Wow, VatiGod*, you’re working overtime in my life right now! First you poke me to take a four-day trip to Steubenville, Ohio, to check it out… and then you get me into an Airbnb near the Franciscan University that’s owned by a licensed Realtor!
My host just told me about her occupation, “in case you want to go house hunting.”
Holy cannoli! Can you make this any more obvious?
I’ve been waiting so long. Steubenville has been on my radar for years now, thanks to Pints with Aquinas podcaster Matt Fradd who moved his family there and has been advertising it as an oasis for Catholics ever since. I also checked out Zillow for real estate, just for laughs, and discovered that I could probably sell my house up here in Vermont and buy a house down there for cash, mortgage-free, with a hundred grand to spare. This could be my golden-age solution, since my actual retirement savings are more or less nonexistent.
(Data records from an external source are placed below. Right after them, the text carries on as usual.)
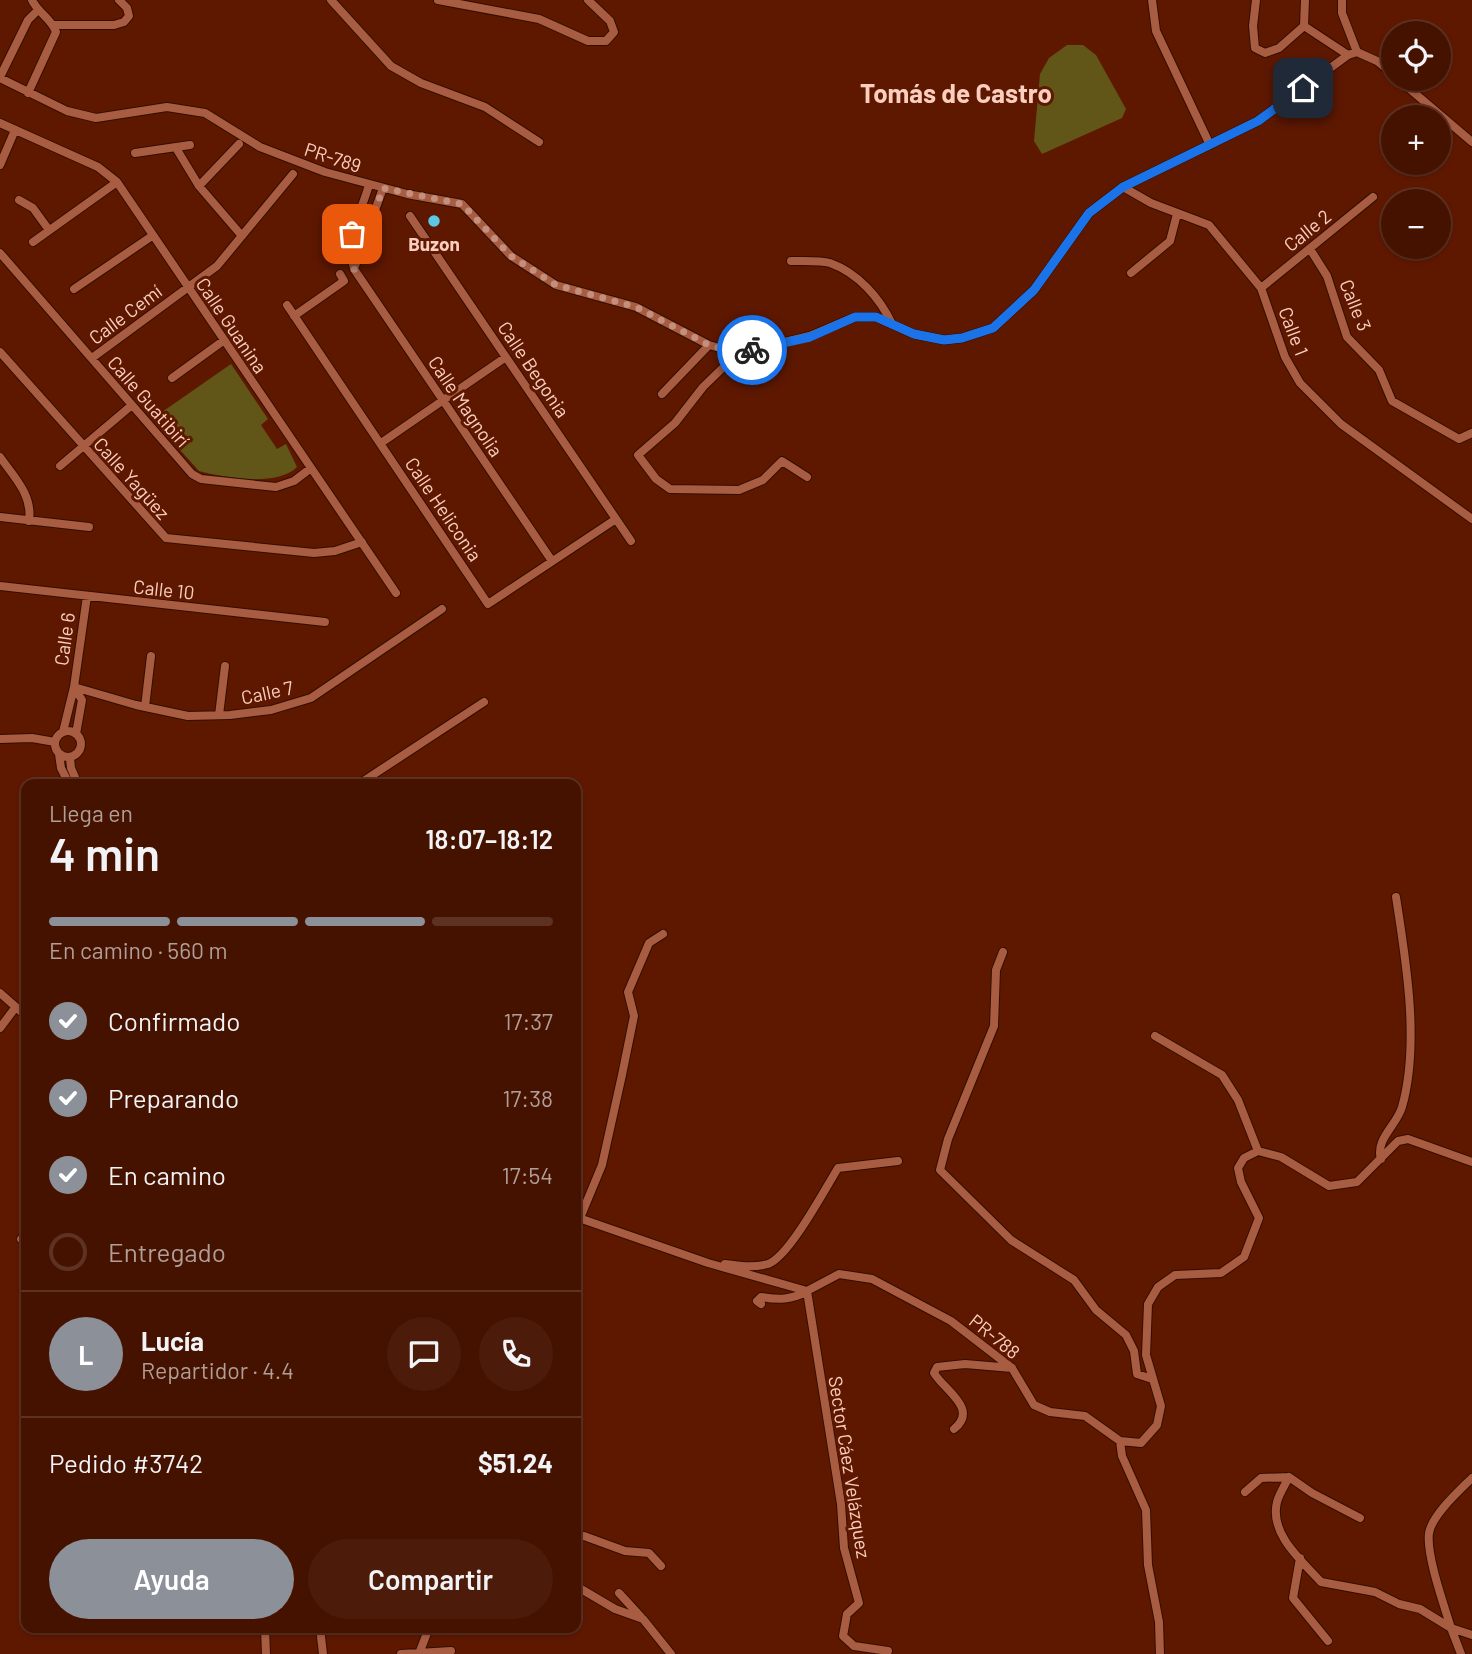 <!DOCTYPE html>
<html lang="es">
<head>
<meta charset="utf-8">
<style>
	:root { --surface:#461200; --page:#4d1b0a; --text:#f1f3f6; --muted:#b09e99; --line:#5e3222; --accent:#8c9099 }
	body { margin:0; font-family:Barlow,sans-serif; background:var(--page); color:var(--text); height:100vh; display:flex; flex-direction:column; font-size:26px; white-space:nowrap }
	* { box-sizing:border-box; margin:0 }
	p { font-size:23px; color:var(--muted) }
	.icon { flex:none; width:38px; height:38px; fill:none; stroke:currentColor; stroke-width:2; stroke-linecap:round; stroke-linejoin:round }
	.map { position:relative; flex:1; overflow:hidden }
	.sheet { position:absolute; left:21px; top:779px; width:560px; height:854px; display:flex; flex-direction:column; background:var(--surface); border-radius:14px; box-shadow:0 2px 5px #0004,0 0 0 2px var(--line) }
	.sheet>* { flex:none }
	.controls { position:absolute; left:1381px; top:21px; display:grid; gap:14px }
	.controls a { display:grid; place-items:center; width:70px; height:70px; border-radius:50%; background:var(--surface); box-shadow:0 2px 5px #0004,0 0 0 2px var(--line); font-size:35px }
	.pin { position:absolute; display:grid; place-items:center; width:60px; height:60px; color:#fff; margin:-30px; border-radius:14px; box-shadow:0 4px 10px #0006 }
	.courier { position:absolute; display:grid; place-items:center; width:70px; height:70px; margin:-35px; border:5px solid #1a73e8; border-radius:50%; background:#fff; color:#222; box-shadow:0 2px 9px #0007 }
	.overview em { font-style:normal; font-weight:600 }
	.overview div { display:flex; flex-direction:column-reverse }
	.overview { display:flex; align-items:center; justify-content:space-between; height:119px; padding:0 28px }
	h1 { font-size:46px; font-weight:600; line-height:52px }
	.bar { display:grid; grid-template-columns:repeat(4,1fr); gap:10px 7px; align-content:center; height:84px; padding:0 28px }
	.bar i { height:9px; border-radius:5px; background:var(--line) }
	.bar .selected { background:var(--accent) }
	.bar p { grid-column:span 4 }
	.line { display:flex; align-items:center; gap:18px; padding:0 28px; border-top:2px solid var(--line) }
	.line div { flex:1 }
	.round { display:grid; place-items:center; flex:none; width:74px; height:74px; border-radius:37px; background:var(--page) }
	ol { padding:0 28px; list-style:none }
	li { display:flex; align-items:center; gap:21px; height:77px }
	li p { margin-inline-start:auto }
	li .icon { padding:7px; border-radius:50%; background:var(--accent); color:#fff; stroke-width:4 }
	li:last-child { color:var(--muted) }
	li i { width:38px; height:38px; border:4px solid var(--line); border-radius:50% }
	.cta { display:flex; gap:14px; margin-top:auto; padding:14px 28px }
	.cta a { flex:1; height:80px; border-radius:42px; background:var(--accent); color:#fff; font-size:28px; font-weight:600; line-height:80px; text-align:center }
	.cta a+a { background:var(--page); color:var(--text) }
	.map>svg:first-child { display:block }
</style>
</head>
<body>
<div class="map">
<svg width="1472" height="1654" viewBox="0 0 1472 1654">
	<rect width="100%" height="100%" fill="#5e1800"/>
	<path fill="#615618" d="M1067,45H1083L1096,55L1126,109L1122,118L1042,154L1034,141L1040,74L1049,58Z
		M231,364L268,419L261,425L277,449L286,444L297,467C277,487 226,478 199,471L152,419Z"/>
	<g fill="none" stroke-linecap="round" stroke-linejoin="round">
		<g stroke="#330e02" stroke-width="10">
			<path id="minor" d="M331,0L391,66L421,83L485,107L539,142
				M438,0L539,19L588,41H606L614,32L610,21L588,0
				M1152,0L1156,31L1210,145
				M1256,0L1253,26L1255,48L1265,53L1279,48L1304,26
				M1305,0L1304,26L1348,55
				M1342,0V13L1357,52
				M53,25H114L124,22L129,16L127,8L119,0
				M0,77L28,20L37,11
				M0,78L67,111L96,118L167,107L205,113L260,147L325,172L407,194L462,204L511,256L556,285L636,307L709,345L738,353L810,336L855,317H876L914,334L944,340L962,338L993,328L1034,290L1089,213L1123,187L1258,121L1348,55L1357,52L1377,61L1393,74
				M1398,79L1472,142
				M28,93L56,32C52,19 38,13 32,0
				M0,123L98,167L117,182L396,593
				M176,148L199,186L242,236
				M135,153L190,145
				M0,165L15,130
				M369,185C360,216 345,236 354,269L552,561
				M199,186L239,144
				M1123,187L1151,203L1209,225L1261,288L1285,357L1300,383L1341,424L1472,519
				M19,200L33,208L49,230
				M410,216L631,541
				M33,242L117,182
				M1310,249L1327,276L1347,337L1379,370L1392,401L1459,439L1472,433
				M0,253L192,474L201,479L276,487L294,481L311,468
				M791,261C803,261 819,260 830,263C858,273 880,298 892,324
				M354,269L383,188
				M1131,273L1170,241L1177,214
				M1261,288L1373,197
				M74,289L152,236
				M287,305L488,604L616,519
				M294,316L344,281L340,274
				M0,352L166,538L314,553L335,551L362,542
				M738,353L703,387L675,423L638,455L656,479L670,489L739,490L763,480L782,461L807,477
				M92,358L217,266L293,174
				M172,378L223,341
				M662,394L709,345
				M381,443L506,357
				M0,457C14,477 33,495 29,521
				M60,466L132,405
				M0,517L89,527
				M0,586L325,622
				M87,596L74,687L136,705L188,716L230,715L271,710L311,698L442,609
				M145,707L151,656
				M219,715L225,666
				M55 744a13 13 0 1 1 26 0a13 13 0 1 1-26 0Z
				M63,732L74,687L82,700L76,734
				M0,739L32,738L55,742
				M59,754L61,768L69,784
				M70,758L71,768L78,784
				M359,784L484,702
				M1003,952L996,970L994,1026L948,1139L940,1170L1011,1240L1074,1280L1096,1310L1126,1335L1134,1351L1137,1374L1152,1379
				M0,993L26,1016
				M0,1028L15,1008
				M1155,1036L1222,1075L1238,1100L1258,1151
				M1381,1159C1375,1139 1397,1125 1402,1107C1420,1044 1406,961 1396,897
				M576,1217L708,1263L807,1291L839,1274L872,1279L951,1321L1012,1368L1034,1405L1050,1412L1085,1416L1120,1441L1141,1443L1157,1425L1161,1406L1146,1355L1148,1304L1158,1287L1175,1275L1221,1273L1244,1257L1259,1218L1241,1182L1238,1168L1244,1158L1258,1151L1281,1157L1329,1186L1357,1182L1398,1141L1408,1139L1472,1162
				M580,1218L602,1165L622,1075L634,1016L628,992L649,943L663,934
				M21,1239L26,1234
				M725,1264C739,1266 754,1268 768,1264C789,1257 825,1189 838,1168L898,1161
				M761,1304L757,1301L761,1297C778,1300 792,1300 807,1291L841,1504L844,1548L859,1603L847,1614L843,1636L854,1646L888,1651
				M954,1429C979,1409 945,1391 934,1373L937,1367L965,1364L1012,1368
				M1120,1441L1122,1456L1146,1510L1148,1565L1159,1622L1160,1654
				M1289,1477C1285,1485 1279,1494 1277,1502C1269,1534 1302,1561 1321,1582L1375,1592L1399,1604L1420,1609L1451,1628L1461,1654
				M1472,1478C1460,1490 1432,1515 1429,1533C1426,1555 1444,1605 1451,1628L1472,1635
				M1245,1492L1261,1478L1289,1477L1312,1493L1360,1518
				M576,1537L584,1536L625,1551L649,1553L661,1566
				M1300,1558L1293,1598L1328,1641
				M576,1586L615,1609L643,1619L671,1654
				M619,1593L641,1617
				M265,1628L266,1654
				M320,1628L323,1654
				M420,1651L429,1628
				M401,1654L451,1651"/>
		</g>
		<use href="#minor" stroke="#a85c42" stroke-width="8"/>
	</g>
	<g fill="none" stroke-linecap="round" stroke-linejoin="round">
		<path stroke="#c48f7d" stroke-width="7" stroke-dasharray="0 12.6" d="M352,234L349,253L354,270L383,188L462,204L511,256L556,285L636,307L709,345L738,353L752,350"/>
		<path stroke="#1a73e8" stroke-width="9" d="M752,350L810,337L855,317H876L914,334L944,340L962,338L993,328L1034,290L1089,213L1123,187L1258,121L1303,88"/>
	</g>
	<circle fill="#5bc8e6" stroke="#5e1800" stroke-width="2.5" cx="434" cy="221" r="7"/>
	<g text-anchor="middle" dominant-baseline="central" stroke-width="6" stroke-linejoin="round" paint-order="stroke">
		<g font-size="19" fill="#fbcfc0" stroke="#5e1800">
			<text transform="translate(333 157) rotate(18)">PR-789</text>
			<text transform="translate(1307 230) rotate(-39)">Calle 2</text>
			<text transform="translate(1356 305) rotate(68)">Calle 3</text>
			<text transform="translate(125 314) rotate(-37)">Calle Cemí</text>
			<text transform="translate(232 325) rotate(56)">Calle Guanina</text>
			<text transform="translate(1294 331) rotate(69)">Calle 1</text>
			<text transform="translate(534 369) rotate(56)">Calle Begonia</text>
			<text transform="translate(149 401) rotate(49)">Calle Guatibirí</text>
			<text transform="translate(466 406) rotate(56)">Calle Magnolia</text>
			<text transform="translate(132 478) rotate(48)">Calle Yagüez</text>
			<text transform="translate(444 509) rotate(56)">Calle Heliconia</text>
			<text transform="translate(164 589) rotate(6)">Calle 10</text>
			<text transform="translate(64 639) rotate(-82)">Calle 6</text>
			<text transform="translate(267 692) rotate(-12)">Calle 7</text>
			<text transform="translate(995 1336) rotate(39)">PR-788</text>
			<text transform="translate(850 1467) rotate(81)">Sector Cáez Velázquez</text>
		</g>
		<g font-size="19" font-weight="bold" fill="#fbcfc0" stroke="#5e1800">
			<text x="434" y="243">Buzon</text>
		</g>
		<g font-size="26" font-weight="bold" fill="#fbcfc0" stroke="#5e1800">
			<text x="956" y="92">Tomás de Castro</text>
		</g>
	</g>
</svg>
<div class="controls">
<a><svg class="icon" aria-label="locate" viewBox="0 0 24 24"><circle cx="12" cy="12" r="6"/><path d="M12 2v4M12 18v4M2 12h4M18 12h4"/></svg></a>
<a>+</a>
<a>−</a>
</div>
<div class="pin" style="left:352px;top:234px;background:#ea580c"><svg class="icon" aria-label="bag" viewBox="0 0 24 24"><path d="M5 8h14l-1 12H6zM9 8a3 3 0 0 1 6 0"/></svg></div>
<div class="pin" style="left:1303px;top:88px;background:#1f2937"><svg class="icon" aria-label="home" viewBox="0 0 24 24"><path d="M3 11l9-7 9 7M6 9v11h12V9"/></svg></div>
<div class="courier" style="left:752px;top:350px"><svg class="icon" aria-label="bike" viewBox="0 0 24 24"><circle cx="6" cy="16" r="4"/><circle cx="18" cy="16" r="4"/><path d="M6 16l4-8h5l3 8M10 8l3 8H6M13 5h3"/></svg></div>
<section class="sheet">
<div class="overview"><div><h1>4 min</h1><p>Llega en</p></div><em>18:07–18:12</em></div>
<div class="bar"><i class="selected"></i><i class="selected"></i><i class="selected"></i><i></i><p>En camino · 560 m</p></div>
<ol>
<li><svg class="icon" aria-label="check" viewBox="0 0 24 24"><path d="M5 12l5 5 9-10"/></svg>Confirmado<p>17:37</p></li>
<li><svg class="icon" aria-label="check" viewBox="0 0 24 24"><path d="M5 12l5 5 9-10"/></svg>Preparando<p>17:38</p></li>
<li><svg class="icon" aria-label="check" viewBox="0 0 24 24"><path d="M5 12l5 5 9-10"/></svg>En camino<p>17:54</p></li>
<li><i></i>Entregado</li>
</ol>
<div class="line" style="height:126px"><b class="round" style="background:var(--accent);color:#fff">L</b><div><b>Lucía</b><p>Repartidor · 4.4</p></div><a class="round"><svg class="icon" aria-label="chat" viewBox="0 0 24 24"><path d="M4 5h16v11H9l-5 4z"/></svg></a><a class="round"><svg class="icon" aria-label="phone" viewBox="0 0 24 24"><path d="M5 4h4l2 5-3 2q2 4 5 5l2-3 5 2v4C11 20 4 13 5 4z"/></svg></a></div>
<div class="line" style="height:91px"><div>Pedido #3742</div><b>$51.24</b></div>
<div class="cta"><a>Ayuda</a><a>Compartir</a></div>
</section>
</div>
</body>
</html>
I’ve been poking and prodding you forever, but you refused to give me the go-ahead. Talk about “divine timing.” The random Bible verses I often pick as a form of communication with you gave me nothing but stuff like, “Blessed are those who wait for the Lord.”
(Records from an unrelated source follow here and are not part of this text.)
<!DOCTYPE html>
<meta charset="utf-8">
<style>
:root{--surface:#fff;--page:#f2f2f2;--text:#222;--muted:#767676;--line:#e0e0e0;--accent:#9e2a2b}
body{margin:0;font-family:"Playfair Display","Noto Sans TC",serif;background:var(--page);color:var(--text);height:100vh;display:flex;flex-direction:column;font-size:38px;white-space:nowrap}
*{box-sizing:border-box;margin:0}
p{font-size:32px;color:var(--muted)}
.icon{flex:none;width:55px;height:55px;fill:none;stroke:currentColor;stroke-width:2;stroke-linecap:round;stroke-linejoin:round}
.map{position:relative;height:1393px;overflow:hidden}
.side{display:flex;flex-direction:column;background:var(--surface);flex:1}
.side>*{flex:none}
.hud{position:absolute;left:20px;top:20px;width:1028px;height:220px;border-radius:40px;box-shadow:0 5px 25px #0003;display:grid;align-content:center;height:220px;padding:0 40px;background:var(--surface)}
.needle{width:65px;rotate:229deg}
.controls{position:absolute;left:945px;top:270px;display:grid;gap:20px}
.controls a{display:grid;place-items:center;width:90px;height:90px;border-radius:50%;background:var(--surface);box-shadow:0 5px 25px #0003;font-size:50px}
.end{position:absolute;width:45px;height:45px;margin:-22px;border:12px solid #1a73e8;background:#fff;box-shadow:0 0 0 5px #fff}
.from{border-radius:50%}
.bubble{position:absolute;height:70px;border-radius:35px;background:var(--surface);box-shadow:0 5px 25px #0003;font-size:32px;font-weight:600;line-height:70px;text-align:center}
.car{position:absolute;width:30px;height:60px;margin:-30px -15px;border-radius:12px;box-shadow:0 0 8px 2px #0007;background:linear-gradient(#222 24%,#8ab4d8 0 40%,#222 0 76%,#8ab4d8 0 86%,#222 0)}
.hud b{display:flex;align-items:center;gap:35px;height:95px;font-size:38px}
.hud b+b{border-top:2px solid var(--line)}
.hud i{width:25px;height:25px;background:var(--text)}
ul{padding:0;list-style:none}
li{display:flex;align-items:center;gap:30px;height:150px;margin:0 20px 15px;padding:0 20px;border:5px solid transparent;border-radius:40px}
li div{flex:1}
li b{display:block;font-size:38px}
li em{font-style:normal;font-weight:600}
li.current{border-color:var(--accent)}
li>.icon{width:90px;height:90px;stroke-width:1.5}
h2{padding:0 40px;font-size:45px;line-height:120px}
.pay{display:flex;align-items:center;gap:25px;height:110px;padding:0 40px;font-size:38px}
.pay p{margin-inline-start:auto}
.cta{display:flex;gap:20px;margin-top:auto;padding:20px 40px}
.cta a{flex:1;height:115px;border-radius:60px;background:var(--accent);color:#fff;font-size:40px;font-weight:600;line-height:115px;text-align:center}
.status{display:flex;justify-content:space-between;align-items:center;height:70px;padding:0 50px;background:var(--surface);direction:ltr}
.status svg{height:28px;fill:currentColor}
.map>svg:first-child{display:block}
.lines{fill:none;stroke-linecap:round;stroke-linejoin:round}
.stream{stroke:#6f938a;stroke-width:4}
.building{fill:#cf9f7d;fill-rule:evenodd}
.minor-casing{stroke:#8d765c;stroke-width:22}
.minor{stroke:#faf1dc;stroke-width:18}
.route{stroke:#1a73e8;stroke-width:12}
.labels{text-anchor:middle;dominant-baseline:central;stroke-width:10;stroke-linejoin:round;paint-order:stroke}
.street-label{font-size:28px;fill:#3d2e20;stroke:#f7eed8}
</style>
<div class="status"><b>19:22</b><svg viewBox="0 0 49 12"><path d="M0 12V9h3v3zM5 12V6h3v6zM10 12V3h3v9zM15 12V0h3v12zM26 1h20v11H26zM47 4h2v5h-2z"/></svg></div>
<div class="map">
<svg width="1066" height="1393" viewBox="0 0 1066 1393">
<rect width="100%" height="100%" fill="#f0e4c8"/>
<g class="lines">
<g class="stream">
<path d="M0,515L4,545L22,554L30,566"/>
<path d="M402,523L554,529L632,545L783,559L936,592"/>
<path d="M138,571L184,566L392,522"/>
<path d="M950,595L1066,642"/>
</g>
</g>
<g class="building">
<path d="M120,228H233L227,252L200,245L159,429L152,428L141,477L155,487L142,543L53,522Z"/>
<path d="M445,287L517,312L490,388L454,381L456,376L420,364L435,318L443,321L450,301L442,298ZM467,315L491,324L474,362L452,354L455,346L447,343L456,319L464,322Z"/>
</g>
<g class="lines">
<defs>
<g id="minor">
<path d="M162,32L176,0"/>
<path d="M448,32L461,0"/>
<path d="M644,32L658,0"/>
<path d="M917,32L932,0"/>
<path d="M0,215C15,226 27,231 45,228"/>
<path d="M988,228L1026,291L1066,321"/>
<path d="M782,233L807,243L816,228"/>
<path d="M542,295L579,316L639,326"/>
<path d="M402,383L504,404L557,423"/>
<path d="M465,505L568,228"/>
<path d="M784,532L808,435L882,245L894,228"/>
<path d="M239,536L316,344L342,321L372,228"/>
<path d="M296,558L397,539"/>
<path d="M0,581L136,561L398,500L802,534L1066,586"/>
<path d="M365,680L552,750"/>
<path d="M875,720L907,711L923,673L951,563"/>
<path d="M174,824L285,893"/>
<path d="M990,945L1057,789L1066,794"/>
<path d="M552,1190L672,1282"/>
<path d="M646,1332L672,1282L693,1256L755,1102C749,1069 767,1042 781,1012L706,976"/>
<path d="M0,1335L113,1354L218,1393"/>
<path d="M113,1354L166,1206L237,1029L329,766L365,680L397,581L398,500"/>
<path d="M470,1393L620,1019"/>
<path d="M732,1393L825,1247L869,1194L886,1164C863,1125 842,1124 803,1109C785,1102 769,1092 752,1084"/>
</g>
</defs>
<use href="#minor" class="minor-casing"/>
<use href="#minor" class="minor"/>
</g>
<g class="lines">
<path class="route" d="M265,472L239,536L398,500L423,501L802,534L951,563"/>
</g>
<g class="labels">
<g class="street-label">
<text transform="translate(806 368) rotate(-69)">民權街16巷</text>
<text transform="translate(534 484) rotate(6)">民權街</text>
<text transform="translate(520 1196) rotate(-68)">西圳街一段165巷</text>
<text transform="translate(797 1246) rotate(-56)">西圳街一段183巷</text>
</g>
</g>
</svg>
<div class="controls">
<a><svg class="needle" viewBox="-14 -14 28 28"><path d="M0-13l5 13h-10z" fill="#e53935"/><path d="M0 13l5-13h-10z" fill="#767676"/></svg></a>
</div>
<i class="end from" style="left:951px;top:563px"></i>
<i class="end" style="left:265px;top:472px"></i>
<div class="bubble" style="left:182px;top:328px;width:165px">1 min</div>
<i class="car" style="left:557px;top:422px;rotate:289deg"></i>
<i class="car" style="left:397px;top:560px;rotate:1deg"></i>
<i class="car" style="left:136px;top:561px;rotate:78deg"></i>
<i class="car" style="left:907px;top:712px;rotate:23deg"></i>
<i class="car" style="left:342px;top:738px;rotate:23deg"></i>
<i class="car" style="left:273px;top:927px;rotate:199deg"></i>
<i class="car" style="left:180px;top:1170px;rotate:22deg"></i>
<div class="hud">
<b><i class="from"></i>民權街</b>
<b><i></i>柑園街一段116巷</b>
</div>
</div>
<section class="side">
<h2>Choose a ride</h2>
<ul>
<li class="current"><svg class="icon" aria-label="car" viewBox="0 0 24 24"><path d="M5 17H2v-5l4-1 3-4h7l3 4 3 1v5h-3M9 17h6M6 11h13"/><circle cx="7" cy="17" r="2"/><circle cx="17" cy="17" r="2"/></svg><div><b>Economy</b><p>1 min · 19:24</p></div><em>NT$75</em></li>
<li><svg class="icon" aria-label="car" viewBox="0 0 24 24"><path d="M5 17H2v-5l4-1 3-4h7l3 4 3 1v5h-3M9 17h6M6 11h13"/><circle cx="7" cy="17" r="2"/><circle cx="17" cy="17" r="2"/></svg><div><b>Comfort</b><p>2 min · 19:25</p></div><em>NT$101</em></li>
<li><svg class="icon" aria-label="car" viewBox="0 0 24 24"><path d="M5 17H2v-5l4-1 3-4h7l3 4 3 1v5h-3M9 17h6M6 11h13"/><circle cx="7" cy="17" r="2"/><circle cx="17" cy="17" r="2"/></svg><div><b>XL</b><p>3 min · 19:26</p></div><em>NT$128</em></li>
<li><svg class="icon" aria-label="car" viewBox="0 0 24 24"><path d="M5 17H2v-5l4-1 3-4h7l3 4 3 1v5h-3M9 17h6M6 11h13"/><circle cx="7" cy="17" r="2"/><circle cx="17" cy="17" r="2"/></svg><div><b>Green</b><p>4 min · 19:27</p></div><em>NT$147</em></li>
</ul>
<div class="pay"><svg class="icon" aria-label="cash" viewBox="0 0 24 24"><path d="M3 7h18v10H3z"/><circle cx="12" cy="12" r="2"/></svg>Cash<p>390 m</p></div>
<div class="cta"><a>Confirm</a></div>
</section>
I even googled, “God, what do you want me to do?” and then clicked the I feel lucky button. That one was even more direct: “If you don’t get a clear sign from God on what to do, then maybe the right thing, right now, is to do nothing.”
But then you gave me the thumbs up, finally, and I booked that flight and that Airbnb, and then my host is a Realtor. You do have a great sense of humor, I’ve got to give you that, Vati.
You determined the duration for me too. I tried to book a week, but the cost was forbidding, so I ended up with the cheapest tickets for a four-day trip. Not even; when you subtract the travel time, it’s just two and a half days, really. What can you do in two and a half days?
Don’t worry, it will be enough, says the Holy Spirit. All right. Fine. So be it. Doing as I’m told.
Well, there’s one thing. Father J. tells me to go up to the Franciscan University campus and visit the Portiuncula. I don’t even know what that is, but sure, I’ll check it out.
***
Whoa, VatiGod, it’s really one thing after another with you. One of the reasons that I’ve been hesitating to move out of state was that A. had his little girlfriend here, which would mean I’d almost never see him anymore. Today, he comes home from his summer job and tells me they’ve broken up. I ask him if that means he’d come home and stay with me for winter and summer breaks if I move elsewhere.
“Yes, Mom,” he says indulgently, “I’ll stay with you wherever you want to go.”
I love him so much. You really are removing all the obstacles now, aren’t you, Lord?
*VatiGod is a term of endearment I coined for God the Father Almighty. “Vati” (pronounced fuh-tee) literally means “Daddy” in German.